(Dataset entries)
──────

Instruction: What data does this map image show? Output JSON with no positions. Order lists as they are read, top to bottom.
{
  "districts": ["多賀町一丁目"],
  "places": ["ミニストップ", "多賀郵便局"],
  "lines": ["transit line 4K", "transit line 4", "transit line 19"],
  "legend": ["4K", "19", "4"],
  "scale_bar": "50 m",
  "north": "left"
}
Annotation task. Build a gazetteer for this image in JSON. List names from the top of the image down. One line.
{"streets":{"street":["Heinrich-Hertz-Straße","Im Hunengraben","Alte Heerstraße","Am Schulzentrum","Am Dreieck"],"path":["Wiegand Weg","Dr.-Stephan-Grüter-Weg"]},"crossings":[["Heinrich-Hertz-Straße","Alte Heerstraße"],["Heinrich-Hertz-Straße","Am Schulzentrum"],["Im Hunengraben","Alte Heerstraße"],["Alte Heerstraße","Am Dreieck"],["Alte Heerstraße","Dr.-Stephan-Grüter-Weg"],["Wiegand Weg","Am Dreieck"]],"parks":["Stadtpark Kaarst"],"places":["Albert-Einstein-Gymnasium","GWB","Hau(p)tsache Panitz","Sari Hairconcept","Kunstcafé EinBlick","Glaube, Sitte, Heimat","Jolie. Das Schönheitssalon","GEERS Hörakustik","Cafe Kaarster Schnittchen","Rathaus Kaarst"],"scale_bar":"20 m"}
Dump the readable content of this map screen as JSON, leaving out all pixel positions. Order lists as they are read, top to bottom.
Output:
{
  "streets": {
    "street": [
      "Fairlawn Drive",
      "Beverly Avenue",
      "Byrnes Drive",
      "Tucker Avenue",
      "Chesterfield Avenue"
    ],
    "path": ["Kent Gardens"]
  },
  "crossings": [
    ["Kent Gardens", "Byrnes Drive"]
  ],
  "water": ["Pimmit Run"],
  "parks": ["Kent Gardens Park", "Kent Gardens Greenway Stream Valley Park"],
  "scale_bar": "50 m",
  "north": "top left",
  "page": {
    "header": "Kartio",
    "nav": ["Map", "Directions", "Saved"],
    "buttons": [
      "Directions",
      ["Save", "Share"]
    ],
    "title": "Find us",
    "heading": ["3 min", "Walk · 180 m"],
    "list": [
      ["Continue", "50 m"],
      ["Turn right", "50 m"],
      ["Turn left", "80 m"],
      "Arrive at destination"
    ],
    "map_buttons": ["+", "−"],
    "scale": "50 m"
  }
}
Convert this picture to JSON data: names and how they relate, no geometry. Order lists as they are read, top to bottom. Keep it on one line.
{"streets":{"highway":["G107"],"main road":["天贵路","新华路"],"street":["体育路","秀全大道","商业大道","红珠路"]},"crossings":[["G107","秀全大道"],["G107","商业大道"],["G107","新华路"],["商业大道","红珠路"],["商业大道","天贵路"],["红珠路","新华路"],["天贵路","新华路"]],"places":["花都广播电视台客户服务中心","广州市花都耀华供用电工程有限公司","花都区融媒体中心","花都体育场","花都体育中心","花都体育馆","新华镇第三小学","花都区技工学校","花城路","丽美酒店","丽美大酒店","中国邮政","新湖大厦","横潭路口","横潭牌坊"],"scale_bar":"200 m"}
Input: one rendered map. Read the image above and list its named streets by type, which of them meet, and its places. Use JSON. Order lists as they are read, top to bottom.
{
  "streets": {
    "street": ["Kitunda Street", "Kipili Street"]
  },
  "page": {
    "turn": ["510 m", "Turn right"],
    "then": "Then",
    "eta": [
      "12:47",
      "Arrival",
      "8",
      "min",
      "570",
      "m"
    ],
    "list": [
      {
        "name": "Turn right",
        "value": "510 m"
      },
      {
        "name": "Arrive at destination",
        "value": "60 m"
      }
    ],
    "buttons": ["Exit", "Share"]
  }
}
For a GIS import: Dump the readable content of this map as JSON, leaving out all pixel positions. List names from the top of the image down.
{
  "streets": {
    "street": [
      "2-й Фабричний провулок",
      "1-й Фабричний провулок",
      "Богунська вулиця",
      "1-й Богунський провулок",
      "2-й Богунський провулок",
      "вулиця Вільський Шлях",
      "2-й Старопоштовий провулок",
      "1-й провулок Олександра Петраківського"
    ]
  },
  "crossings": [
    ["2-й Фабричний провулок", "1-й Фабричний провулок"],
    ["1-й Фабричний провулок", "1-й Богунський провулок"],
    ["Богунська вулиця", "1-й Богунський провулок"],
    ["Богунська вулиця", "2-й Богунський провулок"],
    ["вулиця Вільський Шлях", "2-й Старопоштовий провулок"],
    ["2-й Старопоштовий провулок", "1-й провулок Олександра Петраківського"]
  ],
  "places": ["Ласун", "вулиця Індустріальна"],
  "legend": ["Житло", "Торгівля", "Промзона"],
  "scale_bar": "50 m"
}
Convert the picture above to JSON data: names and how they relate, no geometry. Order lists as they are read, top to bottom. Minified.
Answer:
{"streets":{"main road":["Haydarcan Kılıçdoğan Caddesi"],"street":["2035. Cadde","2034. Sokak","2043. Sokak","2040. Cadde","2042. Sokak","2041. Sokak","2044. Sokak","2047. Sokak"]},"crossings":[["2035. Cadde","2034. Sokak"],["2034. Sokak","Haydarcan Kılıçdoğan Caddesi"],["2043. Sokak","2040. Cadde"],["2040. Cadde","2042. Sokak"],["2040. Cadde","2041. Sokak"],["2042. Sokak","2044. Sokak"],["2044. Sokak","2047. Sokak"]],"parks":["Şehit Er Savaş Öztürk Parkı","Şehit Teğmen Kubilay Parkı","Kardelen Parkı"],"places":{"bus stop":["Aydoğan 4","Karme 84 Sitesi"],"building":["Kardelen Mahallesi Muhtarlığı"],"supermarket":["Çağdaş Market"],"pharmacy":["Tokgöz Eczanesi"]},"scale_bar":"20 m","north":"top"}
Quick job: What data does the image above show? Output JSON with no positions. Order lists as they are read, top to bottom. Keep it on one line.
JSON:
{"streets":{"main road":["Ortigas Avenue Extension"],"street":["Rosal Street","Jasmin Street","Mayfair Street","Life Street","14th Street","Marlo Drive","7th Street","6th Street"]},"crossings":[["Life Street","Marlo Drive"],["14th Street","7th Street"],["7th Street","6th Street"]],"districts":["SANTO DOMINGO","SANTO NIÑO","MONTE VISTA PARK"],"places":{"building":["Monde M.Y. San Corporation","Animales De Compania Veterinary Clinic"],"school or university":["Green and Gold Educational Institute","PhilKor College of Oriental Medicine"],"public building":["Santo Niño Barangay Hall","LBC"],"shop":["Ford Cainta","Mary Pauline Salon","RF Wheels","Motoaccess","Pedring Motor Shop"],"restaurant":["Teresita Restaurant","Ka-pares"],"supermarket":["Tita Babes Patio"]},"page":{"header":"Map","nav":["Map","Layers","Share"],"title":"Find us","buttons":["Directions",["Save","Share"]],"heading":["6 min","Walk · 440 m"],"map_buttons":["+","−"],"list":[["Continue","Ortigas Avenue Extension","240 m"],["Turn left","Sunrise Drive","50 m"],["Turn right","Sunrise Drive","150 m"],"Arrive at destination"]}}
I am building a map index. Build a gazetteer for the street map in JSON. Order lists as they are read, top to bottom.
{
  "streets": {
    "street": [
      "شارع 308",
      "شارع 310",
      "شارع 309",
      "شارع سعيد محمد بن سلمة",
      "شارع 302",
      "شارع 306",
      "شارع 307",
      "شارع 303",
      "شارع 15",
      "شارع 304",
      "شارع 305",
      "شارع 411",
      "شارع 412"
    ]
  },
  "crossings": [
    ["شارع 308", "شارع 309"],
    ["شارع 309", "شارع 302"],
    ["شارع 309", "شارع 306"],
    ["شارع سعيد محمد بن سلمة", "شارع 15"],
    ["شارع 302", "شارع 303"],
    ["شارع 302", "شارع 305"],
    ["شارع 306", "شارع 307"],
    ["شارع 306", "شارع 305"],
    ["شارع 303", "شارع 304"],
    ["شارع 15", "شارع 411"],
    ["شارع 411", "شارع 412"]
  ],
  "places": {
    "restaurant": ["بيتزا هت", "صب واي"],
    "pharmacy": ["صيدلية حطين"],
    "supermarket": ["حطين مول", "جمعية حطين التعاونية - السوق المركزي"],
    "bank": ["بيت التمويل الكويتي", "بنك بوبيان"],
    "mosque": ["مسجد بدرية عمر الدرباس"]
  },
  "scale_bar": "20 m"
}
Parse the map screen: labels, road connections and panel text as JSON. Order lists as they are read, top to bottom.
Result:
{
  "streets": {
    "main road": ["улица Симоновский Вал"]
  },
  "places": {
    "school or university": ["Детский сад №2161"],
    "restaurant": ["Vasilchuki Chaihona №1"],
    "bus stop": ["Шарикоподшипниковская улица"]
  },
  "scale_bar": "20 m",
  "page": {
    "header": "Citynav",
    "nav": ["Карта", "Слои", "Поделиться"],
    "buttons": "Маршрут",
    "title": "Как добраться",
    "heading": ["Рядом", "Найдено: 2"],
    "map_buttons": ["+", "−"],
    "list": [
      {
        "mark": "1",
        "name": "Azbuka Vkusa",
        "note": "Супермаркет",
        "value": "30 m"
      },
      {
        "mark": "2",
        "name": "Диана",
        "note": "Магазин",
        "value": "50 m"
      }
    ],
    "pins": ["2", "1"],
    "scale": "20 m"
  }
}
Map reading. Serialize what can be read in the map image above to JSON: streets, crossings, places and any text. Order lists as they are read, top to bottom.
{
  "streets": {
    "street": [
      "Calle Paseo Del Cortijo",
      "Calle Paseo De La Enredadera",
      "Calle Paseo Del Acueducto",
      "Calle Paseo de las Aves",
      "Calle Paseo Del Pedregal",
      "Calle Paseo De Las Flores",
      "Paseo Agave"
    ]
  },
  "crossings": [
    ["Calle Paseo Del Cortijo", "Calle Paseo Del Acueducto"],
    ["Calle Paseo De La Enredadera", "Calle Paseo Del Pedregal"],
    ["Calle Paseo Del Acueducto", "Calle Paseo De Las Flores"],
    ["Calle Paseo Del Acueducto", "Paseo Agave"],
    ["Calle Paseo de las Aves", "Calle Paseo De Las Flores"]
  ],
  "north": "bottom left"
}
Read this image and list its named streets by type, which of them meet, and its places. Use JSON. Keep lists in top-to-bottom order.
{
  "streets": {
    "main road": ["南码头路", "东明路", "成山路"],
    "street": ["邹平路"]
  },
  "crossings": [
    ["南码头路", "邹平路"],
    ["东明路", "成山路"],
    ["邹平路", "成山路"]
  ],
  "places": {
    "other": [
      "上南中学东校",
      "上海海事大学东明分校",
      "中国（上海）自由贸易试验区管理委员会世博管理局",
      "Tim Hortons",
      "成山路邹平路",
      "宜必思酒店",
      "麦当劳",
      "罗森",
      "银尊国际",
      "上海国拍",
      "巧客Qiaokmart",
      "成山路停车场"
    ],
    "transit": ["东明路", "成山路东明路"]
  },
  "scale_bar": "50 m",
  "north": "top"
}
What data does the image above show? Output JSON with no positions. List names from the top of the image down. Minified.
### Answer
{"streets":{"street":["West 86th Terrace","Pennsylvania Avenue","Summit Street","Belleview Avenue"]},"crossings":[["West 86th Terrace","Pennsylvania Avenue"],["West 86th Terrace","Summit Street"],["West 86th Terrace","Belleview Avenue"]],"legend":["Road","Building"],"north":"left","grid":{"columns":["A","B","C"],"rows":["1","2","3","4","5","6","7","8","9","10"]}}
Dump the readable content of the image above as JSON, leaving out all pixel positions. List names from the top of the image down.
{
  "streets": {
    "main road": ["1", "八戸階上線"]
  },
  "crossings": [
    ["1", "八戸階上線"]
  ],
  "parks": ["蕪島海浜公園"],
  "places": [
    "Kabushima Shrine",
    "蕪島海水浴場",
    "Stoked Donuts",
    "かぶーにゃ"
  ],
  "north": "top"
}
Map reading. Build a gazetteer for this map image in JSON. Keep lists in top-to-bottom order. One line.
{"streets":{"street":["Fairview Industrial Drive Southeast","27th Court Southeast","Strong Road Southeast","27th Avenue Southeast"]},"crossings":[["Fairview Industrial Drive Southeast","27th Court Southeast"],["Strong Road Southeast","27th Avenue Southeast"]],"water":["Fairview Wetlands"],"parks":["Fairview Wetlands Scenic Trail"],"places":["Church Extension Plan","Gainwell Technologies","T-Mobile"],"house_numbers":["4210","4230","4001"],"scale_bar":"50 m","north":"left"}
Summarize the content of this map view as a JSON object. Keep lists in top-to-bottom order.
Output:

──────

## ABOUT THIS TASK
In the answer, the lines from the first line of the data above through the line containing "Dump the readable content of this map screen" must appear exactly as written, with nothing else.

## RESULT OF THIS TASK
Instruction: What data does this map image show? Output JSON with no positions. Order lists as they are read, top to bottom.
{
  "districts": ["多賀町一丁目"],
  "places": ["ミニストップ", "多賀郵便局"],
  "lines": ["transit line 4K", "transit line 4", "transit line 19"],
  "legend": ["4K", "19", "4"],
  "scale_bar": "50 m",
  "north": "left"
}
Annotation task. Build a gazetteer for this image in JSON. List names from the top of the image down. One line.
{"streets":{"street":["Heinrich-Hertz-Straße","Im Hunengraben","Alte Heerstraße","Am Schulzentrum","Am Dreieck"],"path":["Wiegand Weg","Dr.-Stephan-Grüter-Weg"]},"crossings":[["Heinrich-Hertz-Straße","Alte Heerstraße"],["Heinrich-Hertz-Straße","Am Schulzentrum"],["Im Hunengraben","Alte Heerstraße"],["Alte Heerstraße","Am Dreieck"],["Alte Heerstraße","Dr.-Stephan-Grüter-Weg"],["Wiegand Weg","Am Dreieck"]],"parks":["Stadtpark Kaarst"],"places":["Albert-Einstein-Gymnasium","GWB","Hau(p)tsache Panitz","Sari Hairconcept","Kunstcafé EinBlick","Glaube, Sitte, Heimat","Jolie. Das Schönheitssalon","GEERS Hörakustik","Cafe Kaarster Schnittchen","Rathaus Kaarst"],"scale_bar":"20 m"}
Dump the readable content of this map screen as JSON, leaving out all pixel positions. Order lists as they are read, top to bottom.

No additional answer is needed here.